Bystroushaak's blog / English section / Programming / tinySelf / Speedups of the interpreter 2019/1

Speedups of the interpreter 2019/1

So, since I did some benchmarks (Simple while benchmark 2019.01.06), I had high hopes for speedup using rpython's JIT.

As it turned out, it didn't work at all - it actually runs many times slower (62 seconds instead of 17).

Several attempts at tweaking the code revealed where was the problem - I had to specify almost everything as "red" variable.

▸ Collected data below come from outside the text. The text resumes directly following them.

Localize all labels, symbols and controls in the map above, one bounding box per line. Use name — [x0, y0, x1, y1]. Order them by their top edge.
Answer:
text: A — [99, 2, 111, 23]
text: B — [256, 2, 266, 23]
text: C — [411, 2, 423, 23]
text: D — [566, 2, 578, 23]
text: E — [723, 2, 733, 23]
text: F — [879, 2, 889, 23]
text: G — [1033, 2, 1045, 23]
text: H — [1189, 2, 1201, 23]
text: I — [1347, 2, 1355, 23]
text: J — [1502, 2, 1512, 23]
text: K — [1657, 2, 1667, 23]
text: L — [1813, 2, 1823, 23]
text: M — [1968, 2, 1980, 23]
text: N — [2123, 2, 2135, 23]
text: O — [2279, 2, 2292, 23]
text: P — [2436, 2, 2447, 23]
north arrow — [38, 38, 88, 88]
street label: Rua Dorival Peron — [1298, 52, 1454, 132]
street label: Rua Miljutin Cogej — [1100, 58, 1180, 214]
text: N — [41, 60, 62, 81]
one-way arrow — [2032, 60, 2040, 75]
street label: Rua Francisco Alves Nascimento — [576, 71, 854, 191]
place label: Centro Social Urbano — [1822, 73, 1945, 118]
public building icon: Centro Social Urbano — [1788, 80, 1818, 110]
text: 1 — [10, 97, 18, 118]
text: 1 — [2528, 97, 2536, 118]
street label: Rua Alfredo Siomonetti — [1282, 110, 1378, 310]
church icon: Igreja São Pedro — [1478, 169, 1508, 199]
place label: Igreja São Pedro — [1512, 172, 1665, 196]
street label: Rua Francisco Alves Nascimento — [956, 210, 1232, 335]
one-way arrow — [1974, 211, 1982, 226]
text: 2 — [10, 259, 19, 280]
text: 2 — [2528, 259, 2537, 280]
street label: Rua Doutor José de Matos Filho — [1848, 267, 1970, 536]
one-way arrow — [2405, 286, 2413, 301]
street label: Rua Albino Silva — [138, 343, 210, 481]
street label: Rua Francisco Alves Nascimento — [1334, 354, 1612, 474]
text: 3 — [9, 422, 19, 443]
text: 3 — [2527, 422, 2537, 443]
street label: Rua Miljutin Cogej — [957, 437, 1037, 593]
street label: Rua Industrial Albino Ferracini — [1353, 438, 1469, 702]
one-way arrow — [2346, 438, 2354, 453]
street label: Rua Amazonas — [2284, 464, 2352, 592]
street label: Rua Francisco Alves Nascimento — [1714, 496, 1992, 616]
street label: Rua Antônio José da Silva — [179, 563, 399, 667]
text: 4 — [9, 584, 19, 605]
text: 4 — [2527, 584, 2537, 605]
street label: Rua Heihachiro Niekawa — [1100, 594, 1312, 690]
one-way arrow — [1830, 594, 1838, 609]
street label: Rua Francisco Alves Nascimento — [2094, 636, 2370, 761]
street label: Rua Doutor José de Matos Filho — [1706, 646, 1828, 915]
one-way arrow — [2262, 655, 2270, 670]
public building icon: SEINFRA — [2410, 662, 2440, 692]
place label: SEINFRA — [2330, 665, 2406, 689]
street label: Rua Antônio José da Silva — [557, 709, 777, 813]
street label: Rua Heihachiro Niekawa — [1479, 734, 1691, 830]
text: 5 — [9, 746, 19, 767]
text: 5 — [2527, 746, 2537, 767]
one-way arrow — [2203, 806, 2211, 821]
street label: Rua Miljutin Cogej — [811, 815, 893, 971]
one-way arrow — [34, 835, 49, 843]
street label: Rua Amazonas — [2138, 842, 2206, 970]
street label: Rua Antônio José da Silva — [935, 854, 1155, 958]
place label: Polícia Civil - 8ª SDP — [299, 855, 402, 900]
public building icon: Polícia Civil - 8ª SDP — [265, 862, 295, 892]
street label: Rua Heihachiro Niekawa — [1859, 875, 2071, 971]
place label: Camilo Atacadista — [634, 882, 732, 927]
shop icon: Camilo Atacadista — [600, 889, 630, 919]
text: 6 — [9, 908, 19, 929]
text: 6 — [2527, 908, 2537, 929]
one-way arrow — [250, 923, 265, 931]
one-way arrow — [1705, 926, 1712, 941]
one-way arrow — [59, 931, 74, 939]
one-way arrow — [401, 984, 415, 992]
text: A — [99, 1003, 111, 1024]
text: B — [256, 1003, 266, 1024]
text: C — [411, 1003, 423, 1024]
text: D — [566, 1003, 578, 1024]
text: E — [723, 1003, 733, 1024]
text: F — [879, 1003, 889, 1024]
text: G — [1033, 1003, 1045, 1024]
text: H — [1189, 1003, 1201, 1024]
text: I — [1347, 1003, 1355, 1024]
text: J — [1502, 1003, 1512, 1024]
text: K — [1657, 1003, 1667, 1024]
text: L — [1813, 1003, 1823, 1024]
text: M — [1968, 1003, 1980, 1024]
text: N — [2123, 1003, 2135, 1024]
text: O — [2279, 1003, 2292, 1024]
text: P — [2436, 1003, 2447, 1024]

Even things like program counter, which I didn't expect at all.

With those improvements, code run 20% faster than without JIT. Obviously, this wasn't acceptable, so I had to investigate.

Numeric ints

So far, I have been using boxed integer values represented as

def add(_, self, parameters):
    obj = parameters[0]
    # yeah, this can't be factored out, I've tried..
    assert isinstance(self, PrimitiveIntObject)
    assert isinstance(obj, _NumberObject)

    return obj.result_type(self.value + obj.value)

# ... other primitive functions ...

class PrimitiveIntObject(_NumberObject):
    def __init__(self, value, obj_map=None):
        _NumberObject.__init__(self, obj_map)

        self.value = value

        add_primitive_fn(self, "+", add, ["obj"])
        add_primitive_fn(self, "-", substract, ["obj"])
        add_primitive_fn(self, "*", multiply, ["obj"])
        add_primitive_fn(self, "/", divide, ["obj"])
        add_primitive_fn(self, "%", modulo, ["obj"])
        add_primitive_fn(self, "<", lt, ["obj"])
        add_primitive_fn(self, "<=", lte, ["obj"])
        add_primitive_fn(self, ">", gt, ["obj"])
        add_primitive_fn(self, ">=", gte, ["obj"])
        add_primitive_fn(self, "==", compare, ["obj"])
        add_primitive_fn(self, "asString", as_string, [])
        add_primitive_fn(self, "asFloat", as_float, [])

    @property
    def float_value(self):
        return float(self.value)

    def result_type(self, val):
        return PrimitiveIntObject(val)

    def __eq__(self, obj):
        if not hasattr(obj, "value"):
            return False

        return self.value == obj.value

    def __str__(self):
        return str(int(self.value))

This may look strange, but you have to understand that functionality is not used from the class and it's surrounding code itself (=not from rpython), but from the inside of the tinySelf. add_primitive_fn() adds into slots of the insides of PrimitiveIntObject that is represented in tinySelf code objects which wrap given "primitive" code written in RPython.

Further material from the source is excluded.